___ Dataset extract

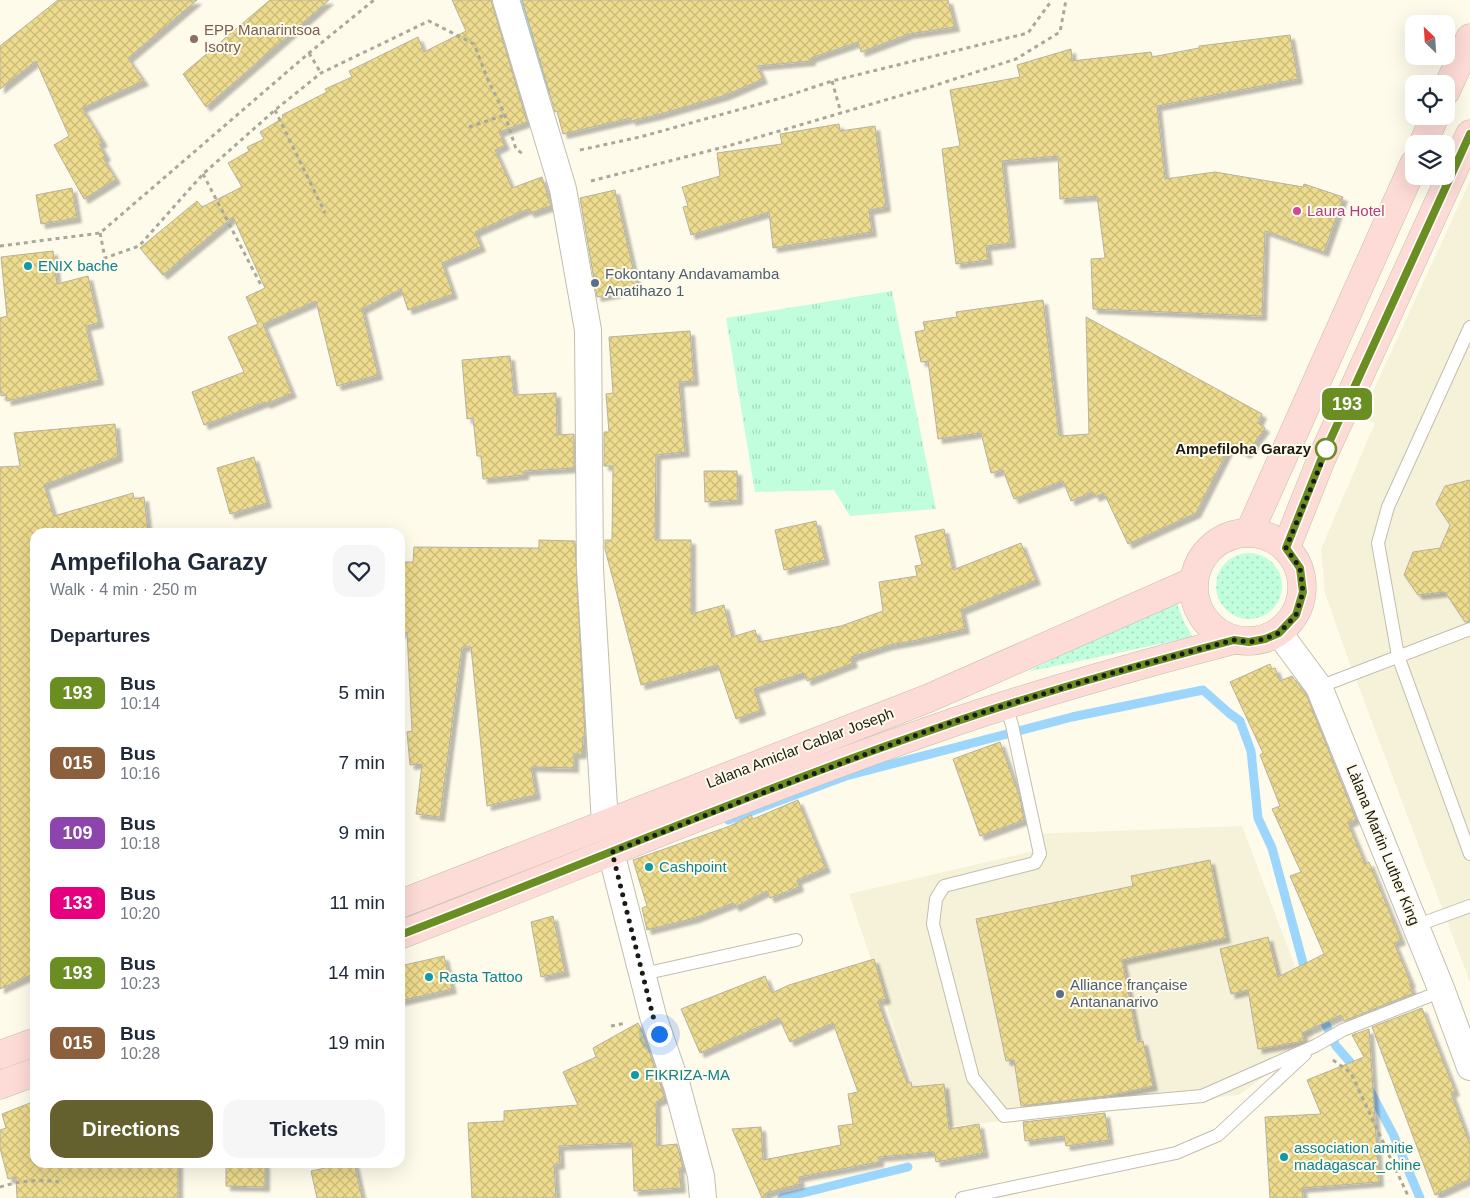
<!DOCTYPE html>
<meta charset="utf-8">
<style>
:root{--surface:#fff;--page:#f6f6f7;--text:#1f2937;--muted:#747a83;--accent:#64612e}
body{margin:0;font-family:Arial,sans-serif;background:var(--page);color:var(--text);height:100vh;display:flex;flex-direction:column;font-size:19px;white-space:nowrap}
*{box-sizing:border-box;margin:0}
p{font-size:16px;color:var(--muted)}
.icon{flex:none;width:28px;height:28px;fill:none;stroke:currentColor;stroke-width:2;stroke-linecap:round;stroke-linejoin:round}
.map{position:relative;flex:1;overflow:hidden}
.drawer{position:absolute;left:30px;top:528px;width:375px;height:640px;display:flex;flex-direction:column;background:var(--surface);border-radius:15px;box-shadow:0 5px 20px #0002}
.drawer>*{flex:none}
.badge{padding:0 10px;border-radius:8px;font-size:18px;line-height:32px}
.needle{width:32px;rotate:335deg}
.fabs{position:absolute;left:1405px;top:15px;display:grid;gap:10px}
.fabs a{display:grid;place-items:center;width:50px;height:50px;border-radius:10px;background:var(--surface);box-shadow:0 5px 20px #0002;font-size:25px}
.you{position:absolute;width:25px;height:25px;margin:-12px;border:4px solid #fff;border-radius:50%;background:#1a73e8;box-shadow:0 0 0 8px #1a73e833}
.map>.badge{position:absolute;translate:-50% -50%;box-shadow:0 0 0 2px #fff}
h2{padding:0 20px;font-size:19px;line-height:45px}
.round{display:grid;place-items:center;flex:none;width:52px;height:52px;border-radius:15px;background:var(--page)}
.overview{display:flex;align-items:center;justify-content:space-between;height:85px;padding:0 20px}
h1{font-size:24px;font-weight:800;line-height:38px}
.cta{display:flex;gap:10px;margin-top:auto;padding:10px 20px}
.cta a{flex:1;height:58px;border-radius:15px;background:var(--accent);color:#fff;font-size:20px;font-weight:800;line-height:58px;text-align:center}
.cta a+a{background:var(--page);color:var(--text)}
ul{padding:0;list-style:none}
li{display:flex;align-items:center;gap:15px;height:70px;padding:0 20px}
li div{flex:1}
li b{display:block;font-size:19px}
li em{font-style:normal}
li .badge{min-width:55px;font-weight:700;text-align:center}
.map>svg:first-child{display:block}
</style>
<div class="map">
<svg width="1470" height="1198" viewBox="0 0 1470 1198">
<defs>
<pattern id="grass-dots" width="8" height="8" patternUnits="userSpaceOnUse" patternTransform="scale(1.25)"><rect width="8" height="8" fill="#c0fede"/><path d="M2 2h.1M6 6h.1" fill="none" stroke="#a4d9be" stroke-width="1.8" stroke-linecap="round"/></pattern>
<pattern id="park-tufts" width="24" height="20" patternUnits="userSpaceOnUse" patternTransform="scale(1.25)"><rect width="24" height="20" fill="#c0fede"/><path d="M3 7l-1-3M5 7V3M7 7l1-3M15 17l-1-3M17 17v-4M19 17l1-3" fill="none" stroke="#a4d9be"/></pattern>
<pattern id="building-cross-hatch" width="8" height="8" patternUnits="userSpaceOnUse" patternTransform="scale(1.25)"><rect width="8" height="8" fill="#eddb8e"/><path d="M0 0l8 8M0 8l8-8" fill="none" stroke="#cbbb7a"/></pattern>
<filter id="shadow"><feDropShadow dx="4.5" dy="4.5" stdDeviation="1" flood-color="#0004"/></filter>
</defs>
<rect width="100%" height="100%" fill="#fffbeb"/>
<g fill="#f6f1d9">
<polygon points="1470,181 1470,982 1349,661 1325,593 1321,549 1375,423 1361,417"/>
<polygon points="1242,826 1302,985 1314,1040 1239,1095 928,1129 849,894 1038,850 1034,834"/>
</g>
<g fill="url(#grass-dots)">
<circle cx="1249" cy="586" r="33"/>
<polygon points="1175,599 1185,624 1193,637 1027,672"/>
</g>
<polygon fill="url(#park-tufts)" points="892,291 936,509 850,516 834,490 755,492 726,318"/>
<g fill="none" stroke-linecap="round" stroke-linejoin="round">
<g stroke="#9dd6fc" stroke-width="9">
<polyline points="520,0 541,67 546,91"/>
<polyline points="728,820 846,776 1072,717 1203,690 1229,713 1240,721 1251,751 1258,818 1272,848 1306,974"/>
<polyline points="1320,1012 1336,1046 1357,1070"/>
<polyline points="1368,1087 1393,1134 1420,1198"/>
<polyline points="782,1198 908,1167"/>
</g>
</g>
<g fill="url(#building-cross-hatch)" stroke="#b6b2a3" filter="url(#shadow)">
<polygon points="58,0 197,0 128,58 144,81 82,108 103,142 99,144 106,156 103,158 116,179 84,199 54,145 69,136 36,61 0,89 0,46"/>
<polygon points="270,0 329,0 206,107 183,74"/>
<polygon points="452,0 491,0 527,122 499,132 505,145 495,150 512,188 542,177 551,206 530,213 528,209 475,232 481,247 442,263 453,294 408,310 401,289 362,309 378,375 337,386 316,301 263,324 292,393 266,404 265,402 204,425 192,392 244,372 228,337 258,324 246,297 265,288 233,217 163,275 140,248 197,201 202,207 242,187 228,163 249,151 247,147 264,139 260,132 283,118 282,115 327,92 325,89 352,77 349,71 418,37 424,52 466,31"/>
<polygon points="522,0 948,0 955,27 909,34 861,52 858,42 811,58 811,61 757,66 763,79 726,95 657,115 631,121 631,118 563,134 557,111 555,112"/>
<polygon points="1290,35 1298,79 1157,106 1165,179 1215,172 1303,187 1304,184 1343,197 1324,252 1265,231 1262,316 1093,309 1091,259 1105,258 1097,196 1060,199 1058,156 1002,161 1011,243 986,246 988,260 956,264 942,149 960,146 950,90 1020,77 1017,65 1071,49 1072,61 1151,52 1152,57 1199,48 1199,46"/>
<polygon points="839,124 840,131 875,126 886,207 869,210 872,232 773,248 769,212 691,235 683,207 688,206 682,187 720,176 717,153 782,144 780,134"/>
<polygon points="72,188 77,218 41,224 36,195"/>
<polygon points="615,190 637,286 616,291 617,293 597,297 580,198"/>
<polygon points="53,251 57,284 88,276 99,323 86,326 99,380 7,401 6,395 1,396 0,384 0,318 7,316 1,257"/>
<polygon points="1043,300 1059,436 1089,434 1086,317 1262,414 1258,423 1265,428 1246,454 1231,444 1196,513 1128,544 1104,493 1095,497 1093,492 1071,501 1063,481 1014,499 1003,470 991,473 981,433 938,439 928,361 921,362 915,332 925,330 923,322 957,317 956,312"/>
<polygon points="690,331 694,381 679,382 685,452 656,455 655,540 691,540 691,614 724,605 732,637 755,630 759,642 841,626 883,611 879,582 917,576 915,566 922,565 915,536 944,529 953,570 1021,543 1036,580 961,610 965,629 917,640 889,645 851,657 853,663 807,681 804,673 754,689 761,710 736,719 718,665 641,685 605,549 605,540 612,540 613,466 604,466 604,432 609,432 606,394 613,393 609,337"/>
<polygon points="510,356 514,395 556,393 557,435 574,434 574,468 524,471 524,475 483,479 481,456 477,456 473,418 467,419 462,360"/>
<polygon points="115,424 118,457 44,485 54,516 133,493 134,499 144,497 148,532 35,532 35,973 0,989 0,467 20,466 14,433"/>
<polygon points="254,457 267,503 230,514 217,468"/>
<polygon points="704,471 737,471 738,500 705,502"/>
<polygon points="1470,480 1470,621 1465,622 1445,592 1418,595 1404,575 1413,552 1440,548 1450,525 1436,504 1445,486"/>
<polygon points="816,521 825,560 784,570 775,530"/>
<polygon points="539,540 575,541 585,737 583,737 582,754 574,754 574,768 531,767 536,795 487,806 471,647 462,647 440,817 416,814 422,764 410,765 407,732 412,731 407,633 400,633 401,562 413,562 414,547 539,548"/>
<polygon points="1270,664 1272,669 1275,668 1280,681 1292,676 1306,694 1356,819 1348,823 1365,864 1369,862 1401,940 1394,943 1411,983 1409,984 1414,993 1344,1021 1341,1015 1302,1033 1304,1041 1258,1049 1248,990 1231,994 1220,949 1268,937 1278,977 1324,954 1290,876 1301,872 1272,809 1280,806 1260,755 1263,753 1230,682"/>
<polygon points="1000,742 1020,798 1024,820 980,836 953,759"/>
<polygon points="798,800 826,868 797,880 799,887 770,898 767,891 735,907 733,903 695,918 647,930 642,908 647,906 633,860 730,826 751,815 753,819"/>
<polygon points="1210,860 1226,938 1122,960 1138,1042 1143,1041 1153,1086 1107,1096 1021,1106 1014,1060 1006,1061 976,919 1133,886 1131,876"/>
<polygon points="553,916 565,972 541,977 531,922"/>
<polygon points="444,956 452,989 400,1001 400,966"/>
<polygon points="874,959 886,999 878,1001 907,1083 911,1082 912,1087 944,1084 949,1129 979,1124 984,1153 936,1162 934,1152 879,1157 879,1162 799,1177 800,1184 766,1193 766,1198 762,1198 732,1129 761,1127 763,1160 841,1145 838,1126 853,1124 848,1094 858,1092 833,1023 790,1042 779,1018 700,1053 681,1009 765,976 772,993 789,985"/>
<polygon points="1422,1008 1455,1091 1451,1093 1470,1145 1470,1179 1435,1195 1372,1027"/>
<polygon points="638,1023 643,1033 665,1098 656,1102 657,1146 677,1144 683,1168 679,1168 681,1188 634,1191 632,1143 559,1146 560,1164 554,1165 556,1198 472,1198 468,1123 504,1121 504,1111 578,1105 563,1072 596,1057 593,1048"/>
<polygon points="1369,1029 1379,1182 1302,1188 1303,1198 1270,1198 1265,1117 1321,1114 1307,1080 1364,1057 1352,1035"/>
<polygon points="35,1101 35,1162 178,1162 178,1198 17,1198 16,1177 8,1179 0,1148 0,1130 6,1128 2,1114"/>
<polygon points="1105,1113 1109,1140 1066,1146 1064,1136 1025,1141 1023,1122"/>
<polygon points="226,1162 265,1162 265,1187 226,1186"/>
<polygon points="354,1162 362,1198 317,1198 311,1171"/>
</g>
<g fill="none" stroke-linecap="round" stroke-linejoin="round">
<defs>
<g id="lane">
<polyline points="1470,327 1388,507 1378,543 1398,656 1470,854"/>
<polyline points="1319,687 1470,629"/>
<polyline points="1006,705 1012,725 1040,854 1035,863 944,886 936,899 933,924 973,1078 1004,1116 1101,1105 1202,1096 1315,1046 1343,1030 1442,991"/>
<polyline points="1415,926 1470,906"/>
<polyline points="643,974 796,940"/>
<polyline points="962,1198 1176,1153 1218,1135 1305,1054"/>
</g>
<g id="street">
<polyline points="506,0 563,189 588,330 590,569 605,824"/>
<polyline points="1279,633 1319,687 1442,991 1470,1067"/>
<polyline points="611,852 653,1016 677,1086 701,1176 703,1198"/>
</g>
<g id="secondary">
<polyline points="1446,91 1470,38"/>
<polyline points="1423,144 1435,116"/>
<circle cx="1248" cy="587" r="54"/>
<polyline points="1249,533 1414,164"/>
<polyline points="1286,548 1321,460 1470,134"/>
<polyline points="400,904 929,698 1194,581"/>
<path d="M 400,935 C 580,866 757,790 940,727 C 1037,693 1135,666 1234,640"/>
<polyline points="0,1055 35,1042"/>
<polyline points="0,1085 35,1072"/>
</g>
</defs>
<use href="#lane" stroke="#c1beae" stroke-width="14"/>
<use href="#street" stroke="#c1beae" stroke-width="28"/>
<use href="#secondary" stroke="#c1beae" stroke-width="29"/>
<g stroke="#aaa89b" stroke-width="3" stroke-dasharray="4 4" stroke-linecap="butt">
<polyline points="309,53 321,73"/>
<polyline points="832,81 841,113"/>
<polyline points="275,110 325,213"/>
<polyline points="469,127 505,115"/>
<polyline points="580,150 640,137 781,98 832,81 1028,33 1052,0"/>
<polyline points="203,174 262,287"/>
<polyline points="591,181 728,146 930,87 1016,59 1060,32 1066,0"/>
<polyline points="100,233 105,258 139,246 203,174 275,110 321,73 429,21 474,44 488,80 505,115 516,149 523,154"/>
<polyline points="0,246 100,233 309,53 374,0"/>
<polyline points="611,1026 626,1023"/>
<polyline points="1333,1060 1351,1073 1409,1198"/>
<path d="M 0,1187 C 19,1181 39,1179 59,1182"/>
</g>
<use href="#lane" stroke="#fff" stroke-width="12"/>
<use href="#street" stroke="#fff" stroke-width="26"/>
<use href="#secondary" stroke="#fddbd7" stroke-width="28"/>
</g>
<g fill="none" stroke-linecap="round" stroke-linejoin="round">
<defs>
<path id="line" d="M 400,935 C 580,866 757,790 940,727 C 1037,693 1135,666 1234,640 L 1249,642 L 1265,639 L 1279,633 L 1296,615 L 1303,592 L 1300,568 L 1286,548 L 1321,460 L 1470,134"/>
</defs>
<use href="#line" stroke="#fff" stroke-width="11"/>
<use href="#line" stroke="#6b8e23" stroke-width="8"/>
<polyline stroke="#1b1a14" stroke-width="5" stroke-dasharray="0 9" points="659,1034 653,1016 612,852 765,792 938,727 1006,705 1126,669 1234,640 1249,642 1265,639 1279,633 1296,615 1303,592 1300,568 1286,548 1330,442 1326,449"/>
</g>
<circle fill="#8d6e63" stroke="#fffbeb" stroke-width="2" cx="194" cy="39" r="5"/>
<circle fill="#d1479c" stroke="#fffbeb" stroke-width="2" cx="1297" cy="211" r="5"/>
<g fill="#0f9aa8" stroke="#fffbeb" stroke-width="2">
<circle cx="28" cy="266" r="5"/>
<circle cx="649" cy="867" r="5"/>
<circle cx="429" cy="977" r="5"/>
<circle cx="635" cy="1075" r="5"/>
<circle cx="1284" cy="1157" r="5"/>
</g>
<g fill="#5c6f8a" stroke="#fffbeb" stroke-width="2">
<circle cx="595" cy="283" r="5"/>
<circle cx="1060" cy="994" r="5"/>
</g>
<circle fill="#fff" stroke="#6b8e23" stroke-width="2.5" cx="1326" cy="449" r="10"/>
<g text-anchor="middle" stroke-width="4" stroke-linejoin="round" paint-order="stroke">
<g font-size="15" fill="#785e54" stroke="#fffbeb" text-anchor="start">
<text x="204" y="35">EPP Manarintsoa<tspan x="204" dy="17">Isotry</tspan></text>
</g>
<g font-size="15" fill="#b23c85" stroke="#fffbeb" text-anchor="start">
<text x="1307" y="216">Laura Hotel</text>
</g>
<g font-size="15" fill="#0d838f" stroke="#fffbeb" text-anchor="start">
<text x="38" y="271">ENIX bache</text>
<text x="659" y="872">Cashpoint</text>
<text x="439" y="982">Rasta Tattoo</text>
<text x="645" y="1080">FIKRIZA-MA</text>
<text x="1294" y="1153">association amitie<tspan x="1294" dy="17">madagascar_chine</tspan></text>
</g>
<g font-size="15" fill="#4e5e75" stroke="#fffbeb" text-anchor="start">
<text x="605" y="279">Fokontany Andavamamba<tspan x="605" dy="17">Anatihazo 1</tspan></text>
<text x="1070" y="990">Alliance française<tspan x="1070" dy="17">Antananarivo</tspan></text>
</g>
<g font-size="15" font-weight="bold" fill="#1b1a14" stroke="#fffbeb" text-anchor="end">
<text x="1311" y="454">Ampefiloha Garazy</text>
</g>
<g font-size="15" fill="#1b1a14" stroke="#fffbeb">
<text transform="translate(800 748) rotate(-21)" y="5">Làlana Amiclar Cablar Joseph</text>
<text transform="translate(1383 845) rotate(68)" y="5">Làlana Martin Luther King</text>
</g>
</g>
</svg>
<div class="fabs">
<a><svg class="needle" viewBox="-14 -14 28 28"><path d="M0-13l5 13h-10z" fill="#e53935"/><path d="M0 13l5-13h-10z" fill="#747a83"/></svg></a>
<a><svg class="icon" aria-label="locate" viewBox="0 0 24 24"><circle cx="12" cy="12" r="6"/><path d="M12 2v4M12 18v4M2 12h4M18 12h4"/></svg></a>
<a><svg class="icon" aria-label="layers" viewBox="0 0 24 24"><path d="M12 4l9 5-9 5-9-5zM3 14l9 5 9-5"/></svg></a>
</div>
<div class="you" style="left:659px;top:1034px"></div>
<b class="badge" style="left:1347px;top:404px;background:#6b8e23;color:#fff">193</b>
<section class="drawer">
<div class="overview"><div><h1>Ampefiloha Garazy</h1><p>Walk · 4 min · 250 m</p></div><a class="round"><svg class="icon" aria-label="heart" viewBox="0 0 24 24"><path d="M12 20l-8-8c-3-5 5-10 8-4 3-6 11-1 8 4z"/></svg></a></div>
<h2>Departures</h2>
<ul>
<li><span class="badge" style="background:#6b8e23;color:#fff">193</span><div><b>Bus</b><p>10:14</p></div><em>5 min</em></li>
<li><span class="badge" style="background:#8b5e3c;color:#fff">015</span><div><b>Bus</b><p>10:16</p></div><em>7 min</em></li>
<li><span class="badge" style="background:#8e44ad;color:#fff">109</span><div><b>Bus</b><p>10:18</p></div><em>9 min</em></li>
<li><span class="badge" style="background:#e6007e;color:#fff">133</span><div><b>Bus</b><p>10:20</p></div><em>11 min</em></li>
<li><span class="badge" style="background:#6b8e23;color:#fff">193</span><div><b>Bus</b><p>10:23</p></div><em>14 min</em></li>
<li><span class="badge" style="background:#8b5e3c;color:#fff">015</span><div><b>Bus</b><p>10:28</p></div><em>19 min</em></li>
</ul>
<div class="cta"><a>Directions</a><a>Tickets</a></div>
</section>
</div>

______

- Exercise: Each line in which the string "column" is found must be copied from the data.

- Response area:
body{margin:0;font-family:Arial,sans-serif;background:var(--page);color:var(--text);height:100vh;display:flex;flex-direction:column;font-size:19px;white-space:nowrap}
.drawer{position:absolute;left:30px;top:528px;width:375px;height:640px;display:flex;flex-direction:column;background:var(--surface);border-radius:15px;box-shadow:0 5px 20px #0002}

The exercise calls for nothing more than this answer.